WebNN requires one additional flag. LiteRT.js requires JSPI, which includes parallel kernel programming and parallel device polling:

await loadLiteRt('path/to/wasm/', {jspi: true});

const model = await loadAndCompile('model.tflite', {
  accelerator: 'webnn',
  webNNOptions: {devicePreference: 'npu'}, // 'cpu' | 'gpu' | 'npu'
});

Before writing preprocessing, check for false positives. Run npm i @litertjs/model-testerthen npx model-tester. Runs your model on WebNN, WebGPU, and CPU using random input. Use it model.getInputDetails() learning input words and shapes.

Use Cases with examples

Those APIs return four demos that Google shipped at launch:

Use the caseFor exampleProvided by LiteRT.js
Real-time object detectionUltralytics YOLO26, the official LiteRT export for the Ultralytics Python packageOne way to export to mobile, edge, and browser
Depth from the web cameraDepth-Anything-V2, turns video pixels into a live 3D point cloudWebGPU implementation at interactive rates
Image enhancementReal-ESRGAN, upscaling 128×128 patches to 512×512, recombined to 4x imageLocal processing, no upload
Semantic searchEmbeddingGemma vector search that works on the pageEmbedding is integrated on the client side

LiteRT.js vs TensorFlow.js

Those demos raise an obvious question for existing ML web groups.
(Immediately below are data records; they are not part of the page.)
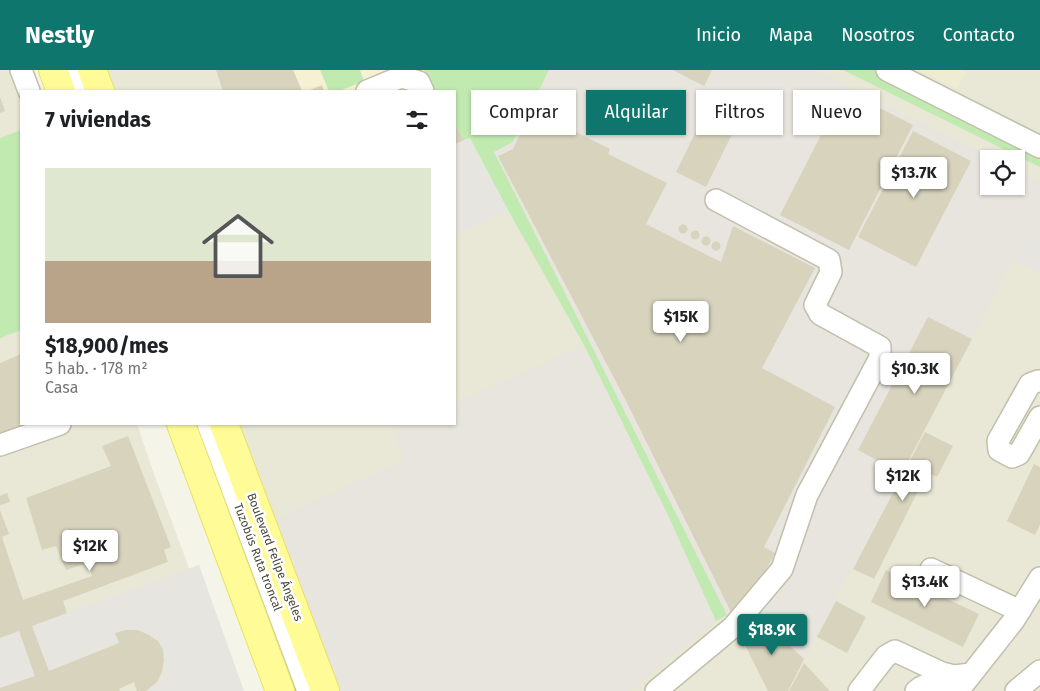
<!DOCTYPE html>
<html lang="es">
<meta charset="utf-8">
<style>
body{margin:0;font-family:"Fira Sans",sans-serif;background:#f6f6f6;color:#202124;height:100vh;display:flex;flex-direction:column;font-size:19px;white-space:nowrap}
*{box-sizing:border-box;margin:0}
p{font-size:16px;color:#757577}
.icon{flex:none;width:28px;height:28px;fill:none;stroke:currentColor;stroke-width:2;stroke-linecap:round;stroke-linejoin:round}
.map{position:relative;flex:1;overflow:hidden}
.sheet{position:absolute;left:20px;top:20px;width:436px;height:335px;display:flex;flex-direction:column;background:#fff;border-radius:0px;box-shadow:0 1px 4px #0004}
.sheet>*{flex:none}
.hud{position:absolute;left:471px;top:20px;width:475px;height:45px;display:flex;gap:10px}
.buttons{position:absolute;left:980px;top:80px;display:grid;gap:10px}
.buttons a{display:grid;place-items:center;width:45px;height:45px;border-radius:0px;background:#fff;box-shadow:0 1px 4px #0004;font-size:25px}
.price{position:absolute;translate:-50% -42px;padding:0 11px;border-radius:5px;background:#fff;color:#222;font-size:16px;line-height:32px;filter:drop-shadow(0 1px 2px #0008)}
.price::after{content:'';position:absolute;left:50%;top:30px;width:15px;height:11px;margin-left:-8px;background:inherit;clip-path:polygon(0 0,100% 0,50% 100%)}
.price.active{background:#0f766e;color:#fff}
ul{padding:0;list-style:none}
li{display:grid;align-content:center;gap:10px;height:265px;padding:0 25px}
li span{display:grid;place-items:center;height:155px;border-radius:0px;color:#555}
li>.icon{margin-inline-start:auto}
span .icon{width:90px;height:90px;fill:#fffc;stroke-width:1}
li b{font-size:21px}
h2{display:flex;justify-content:space-between;align-items:center;height:60px;padding:0 25px;font-size:21px}
.pill{padding:0 18px;border-radius:0px;background:#fff;box-shadow:0 1px 4px #0004;font-size:18px;line-height:45px}
.pill.active{background:#0f766e;color:#fff}
header{display:flex;align-items:center;gap:30px;box-sizing:border-box;height:70px;padding:0 25px;background:#0f766e;color:#fff}
header strong{font-size:24px}
nav{display:flex;gap:28px;margin-inline-start:auto;font-size:18px}
.map>svg:first-child{display:block}
.residential{fill:#e9e8d6;fill-rule:evenodd}
.commercial{fill:#f7f1d3}
.industrial{fill:#e7e5dd}
.education{fill:#eeedd2}
.green{fill:#c1eab0}
.parking{fill:#e6e5e0}
.building{fill:#d7d3bd}
.lines{fill:none;stroke-linecap:round;stroke-linejoin:round}
.minor-casing{stroke:#c1bfab;stroke-width:24}
.major-casing{stroke:#e7e264;stroke-width:30}
.minor{stroke:#fff;stroke-width:21}
.major{stroke:#fffc97;stroke-width:28}
.labels{text-anchor:middle;dominant-baseline:central;stroke-width:5;stroke-linejoin:round;paint-order:stroke}
.street-label{font-size:12px;fill:#484637;stroke:#fff}
</style>
<header>
<strong>Nestly</strong>
<nav><a>Inicio</a><a>Mapa</a><a>Nosotros</a><a>Contacto</a></nav>
</header>
<div class="map">
<svg width="1040" height="621" viewBox="0 0 1040 621">
<rect width="100%" height="100%" fill="#f5f4e9"/>
<path class="residential" d="M0,0H13L21,22V354H137L154,404L235,621H0Z
M70,0H1040V621H301L200,354H455V21H77ZM989,89H1016V116H989Z"/>
<path class="commercial" d="M293,0H424L436,21H302Z"/>
<path class="industrial" d="M549,0H816L993,89H989V116H1016V100L1040,112V202L1013,190L788,621H768L743,571L746,568L734,546L727,545L493,82L513,72Z
M584,275L667,443L716,551L629,621H330L269,460L279,448L404,389L393,361L409,354H455V333Z"/>
<path class="education" d="M918,0H967L957,19Z"/>
<path class="green" d="M320,0H360L364,11L339,21H329Z
M424,0H549L513,72L494,82L727,545L716,551L667,443L584,275L508,140L470,68L464,70L455,55V21H436Z
M843,0H884L1040,78V97Z
M21,60V260L0,268V68Z"/>
<path class="parking" d="M469,68L508,140L455,166V74Z
M1040,138V202L1013,190Z
M199,495L244,621H146L157,612L162,602L164,590L163,581L158,571L149,565L138,560H126L116,563L119,573L49,601L32,556Z
M19,561L35,606L0,618V568Z"/>
<path class="building" d="M216,0H293L302,21H223Z
M673,0H712L704,16Z
M322,15L324,21H311L310,20Z
M844,20L913,55L849,180L780,145Z
M0,27L5,41L0,43Z
M710,33L740,48L706,117L676,102Z
M528,48L555,61L560,54L610,79L608,84L667,113L646,154L721,192L733,156L815,198L762,298L835,337L764,477L775,483L757,516L731,542L623,325L498,86L513,79Z
M455,55L464,70L455,74Z
M913,61L971,91L916,197L858,167Z
M678.5 159a4.5 4.5 0 1 1 9 0a4.5 4.5 0 1 1-9 0Z
M690.5 165a4.5 4.5 0 1 1 9 0a4.5 4.5 0 1 1-9 0Z
M701.5 171a4.5 4.5 0 1 1 9 0a4.5 4.5 0 1 1-9 0Z
M711.5 176a4.5 4.5 0 1 1 9 0a4.5 4.5 0 1 1-9 0Z
M928,247L972,269L902,403L858,380Z
M21,284V354H29L0,365V293Z
M925,362L953,376L937,407L931,404L925,416L921,415L874,509L853,499Z
M128,366L171,477L164,480L168,492L63,531L67,543L32,556L49,601L119,573L115,563L126,560H138L149,565L158,571L163,580L164,590L162,602L157,612L146,621H137L134,612L119,619L120,621H0V618L35,606L19,561L0,568V440L9,464L2,467L23,530L92,506L88,493L66,500L56,476L42,480L26,428L111,396L102,376Z
M1034,394L1040,397V455L1035,465L1007,451Z
M7,423L10,432L0,435V426Z
M886,500L979,544L963,577L871,532Z
M836,531L866,547L847,583L817,567Z
M756,545L804,589L788,621H768L743,571L753,564L746,551Z
M804,593L830,621H789Z"/>
<g class="lines">
<g class="minor-casing">
<path id="minor" d="M21,0L29,21
M77,0L85,21
M887,0L1040,77
M367,21L401,7L419,12L423,21
M1040,311H1038L1030,314L998,371L999,380L1012,387L1019,384L1040,347
M208,354L308,621
M0,375L60,354
M931,499L1020,541
M656,621L733,557L782,499L807,425L880,288V277L820,244L815,235L831,202L829,190L716,130
M859,621L886,586L895,581L942,603L954,606L971,604
M916,621C930,609 942,614 958,618
M958,621L1014,550L1040,508
M1016,621L1040,601"/>
</g>
<g class="major-casing">
<path id="major" d="M53,0L61,21
M92,0L100,21
M181,354L280,621
M224,354L325,621"/>
</g>
<use href="#minor" class="minor"/>
<use href="#major" class="major"/>
</g>
<g class="labels">
<g class="street-label">
<text transform="translate(258 487) rotate(69)">Tuzobús Ruta troncal</text>
<text transform="translate(275 487) rotate(69)">Boulevard Felipe Ángeles</text>
</g>
</g>
</svg>
<div class="buttons">
<a><svg class="icon" aria-label="locate" viewBox="0 0 24 24"><circle cx="12" cy="12" r="6"/><path d="M12 2v4M12 18v4M2 12h4M18 12h4"/></svg></a>
</div>
<b class="price" style="left:914px;top:129px">$13.7K</b>
<b class="price" style="left:681px;top:273px">$15K</b>
<b class="price" style="left:915px;top:325px">$10.3K</b>
<b class="price" style="left:903px;top:432px">$12K</b>
<b class="price" style="left:90px;top:502px">$12K</b>
<b class="price" style="left:925px;top:538px">$13.4K</b>
<b class="price active" style="left:772px;top:586px">$18.9K</b>
<div class="hud">
<a class="pill">Comprar</a>
<a class="pill active">Alquilar</a>
<a class="pill">Filtros</a>
<a class="pill">Nuevo</a>
</div>
<section class="sheet">
<h2>7 viviendas<svg class="icon" aria-label="filters" viewBox="0 0 24 24"><path d="M4 7h16M4 17h16"/><circle cx="9" cy="7" r="2"/><circle cx="15" cy="17" r="2"/></svg></h2>
<ul>
<li><span style="background:linear-gradient(#dfe7d0 60%,#b9a48a 0)"><svg class="icon" aria-label="home" viewBox="0 0 24 24"><path d="M3 11l9-7 9 7M6 9v11h12V9"/></svg></span><div><b>$18,900/mes</b><p>5 hab. · 178 m²</p><p>Casa</p></div></li>
</ul>
</section>
</div>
SizeLiteRT.jsTensorFlow.js
CobsThe native runtime is integrated into WebAssemblyJavaScript-based plugins
Model format.tfliteTF.js graph and model layers
CPU modeXNNPACK, multi-threaded, SIMD freeJS and Wasm support back
GPU methodML Drift over WebGPUWebGL and WebGPU are backwards compatible
NPU methodWebNN, for testingNothing
MemoryManual; call .delete()Default, plus tf.tidy again tf.dispose
Reusing the cross platformSame artifact as Android, iOS, desktopWeb only

The important thing is that the two are not mutually exclusive. Google replaces TF.js with LiteRT.js Graph Models specifically, not the entire library.

TensorFlow.js remains the recommended tool for pre- and post-processing. I @litertjs/tfjs-interop the packet passes tensors between them with runWithTfjsTensors. Avoid tensor.dataSyncwhich carries a significant penalty on the WebGPU backend.

Interactive Descriptor

The lower embedment develops six sections of pipes across each rear area.